Missouri deemed doctor-shopping capital for prescriptions

Without pharmaceutical monitoring system

Pharmacist Leroy Stahlman counts capsules as he prepares to fill a prescription at Tolson’s Drugs in downtown Jefferson City. Proposed legislation would require monitoring of prescribing and dispensing of controlled substances.

Pharmacist Leroy Stahlman counts capsules as he prepares to fill a prescription at Tolson’s Drugs in downtown Jefferson City. Proposed legislation would require monitoring of prescribing and dispensing of controlled substances. Photo by Julie Smith.

Because of the state’s lack of a prescription drug monitoring system, state Rep. Kevin Engler says Missouri is becoming the doctor-shopping capital of the nation.

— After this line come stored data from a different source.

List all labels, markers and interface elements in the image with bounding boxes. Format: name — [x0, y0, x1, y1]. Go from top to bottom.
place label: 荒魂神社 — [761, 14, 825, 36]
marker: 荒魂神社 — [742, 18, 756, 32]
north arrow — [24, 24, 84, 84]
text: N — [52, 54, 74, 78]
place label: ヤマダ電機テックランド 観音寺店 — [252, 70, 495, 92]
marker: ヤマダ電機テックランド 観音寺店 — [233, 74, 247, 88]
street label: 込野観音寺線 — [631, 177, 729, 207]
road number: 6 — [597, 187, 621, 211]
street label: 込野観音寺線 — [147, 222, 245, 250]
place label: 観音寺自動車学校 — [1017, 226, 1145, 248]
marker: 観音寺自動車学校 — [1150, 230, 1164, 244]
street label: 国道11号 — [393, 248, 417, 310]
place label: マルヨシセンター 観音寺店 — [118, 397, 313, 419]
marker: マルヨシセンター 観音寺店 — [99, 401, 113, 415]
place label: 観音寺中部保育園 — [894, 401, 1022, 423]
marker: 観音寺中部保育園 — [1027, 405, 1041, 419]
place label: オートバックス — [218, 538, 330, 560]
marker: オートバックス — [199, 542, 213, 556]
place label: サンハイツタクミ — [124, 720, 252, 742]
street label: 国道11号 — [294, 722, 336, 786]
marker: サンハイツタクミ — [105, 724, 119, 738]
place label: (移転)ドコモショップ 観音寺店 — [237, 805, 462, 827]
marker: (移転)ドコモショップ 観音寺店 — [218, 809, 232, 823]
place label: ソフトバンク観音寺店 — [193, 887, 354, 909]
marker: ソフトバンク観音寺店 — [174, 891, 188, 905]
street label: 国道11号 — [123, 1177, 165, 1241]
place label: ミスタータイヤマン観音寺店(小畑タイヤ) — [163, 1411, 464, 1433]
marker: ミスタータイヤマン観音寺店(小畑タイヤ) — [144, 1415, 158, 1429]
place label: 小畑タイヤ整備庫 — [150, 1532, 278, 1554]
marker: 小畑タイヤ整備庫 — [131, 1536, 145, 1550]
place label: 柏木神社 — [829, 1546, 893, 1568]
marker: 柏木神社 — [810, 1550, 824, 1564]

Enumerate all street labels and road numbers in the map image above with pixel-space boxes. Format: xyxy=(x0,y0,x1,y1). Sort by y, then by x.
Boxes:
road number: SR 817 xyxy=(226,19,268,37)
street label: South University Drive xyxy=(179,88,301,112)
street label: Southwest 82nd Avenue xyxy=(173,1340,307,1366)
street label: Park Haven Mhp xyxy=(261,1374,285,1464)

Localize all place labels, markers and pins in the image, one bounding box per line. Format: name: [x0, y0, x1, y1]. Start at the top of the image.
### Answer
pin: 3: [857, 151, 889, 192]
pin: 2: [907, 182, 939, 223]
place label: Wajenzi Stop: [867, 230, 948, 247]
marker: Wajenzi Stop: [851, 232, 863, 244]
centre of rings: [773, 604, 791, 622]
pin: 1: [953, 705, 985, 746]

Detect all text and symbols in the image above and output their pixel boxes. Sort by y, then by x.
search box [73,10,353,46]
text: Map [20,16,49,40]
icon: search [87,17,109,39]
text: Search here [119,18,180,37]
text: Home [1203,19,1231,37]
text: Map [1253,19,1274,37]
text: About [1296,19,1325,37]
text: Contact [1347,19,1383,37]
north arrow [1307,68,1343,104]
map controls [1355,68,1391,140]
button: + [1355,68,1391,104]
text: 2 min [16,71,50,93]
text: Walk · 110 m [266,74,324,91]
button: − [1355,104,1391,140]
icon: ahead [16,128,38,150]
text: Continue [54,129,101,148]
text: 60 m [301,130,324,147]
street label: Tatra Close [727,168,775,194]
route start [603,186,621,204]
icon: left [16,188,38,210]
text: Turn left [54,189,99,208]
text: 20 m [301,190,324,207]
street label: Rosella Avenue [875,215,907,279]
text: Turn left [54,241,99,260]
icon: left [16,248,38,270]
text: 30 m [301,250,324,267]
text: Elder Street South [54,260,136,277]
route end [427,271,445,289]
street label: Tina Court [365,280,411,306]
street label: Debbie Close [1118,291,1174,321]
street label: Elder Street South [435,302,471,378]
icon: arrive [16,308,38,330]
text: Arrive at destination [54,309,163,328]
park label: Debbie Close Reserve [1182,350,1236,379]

He presented a prescription drug monitoring bill to the House General Laws committee Tuesday in an attempt to put Missouri in line with the other 49 states that have already adopted a monitoring system.

“This is nothing new,” said Engler, R-Farmington. “Unfortunately, I’ve carried (this bill) for 5 years. It’s embarrassing that Missouri is the only state.”

The bill creates the Prescription Drug Monitoring Program Act and requires the Department of Health and Senior Services to monitor the prescribing and dispensing of controlled substances, such as Oxycontin.

Prescription information would be electronically sent to the department and the information would be put into a database accessible to pharmacists and physicians.

Engler said the goal of the bill is keep people from abusing Missouri’s prescription drug system by seeking prescriptions from multiple physicians.

He said an abuser usually receives his first prescription for a controlled substance through Medicaid, and can sell one pill for a price 10-20 times more than the prescription price.

“They’ve already sold that first batch that we paid for, and it allows them to pay for the rest,” Engler said.

He said it’s estimated that a dozen people die every year in Missouri because of prescription drugs being bought, sold and taken to the point of overdose.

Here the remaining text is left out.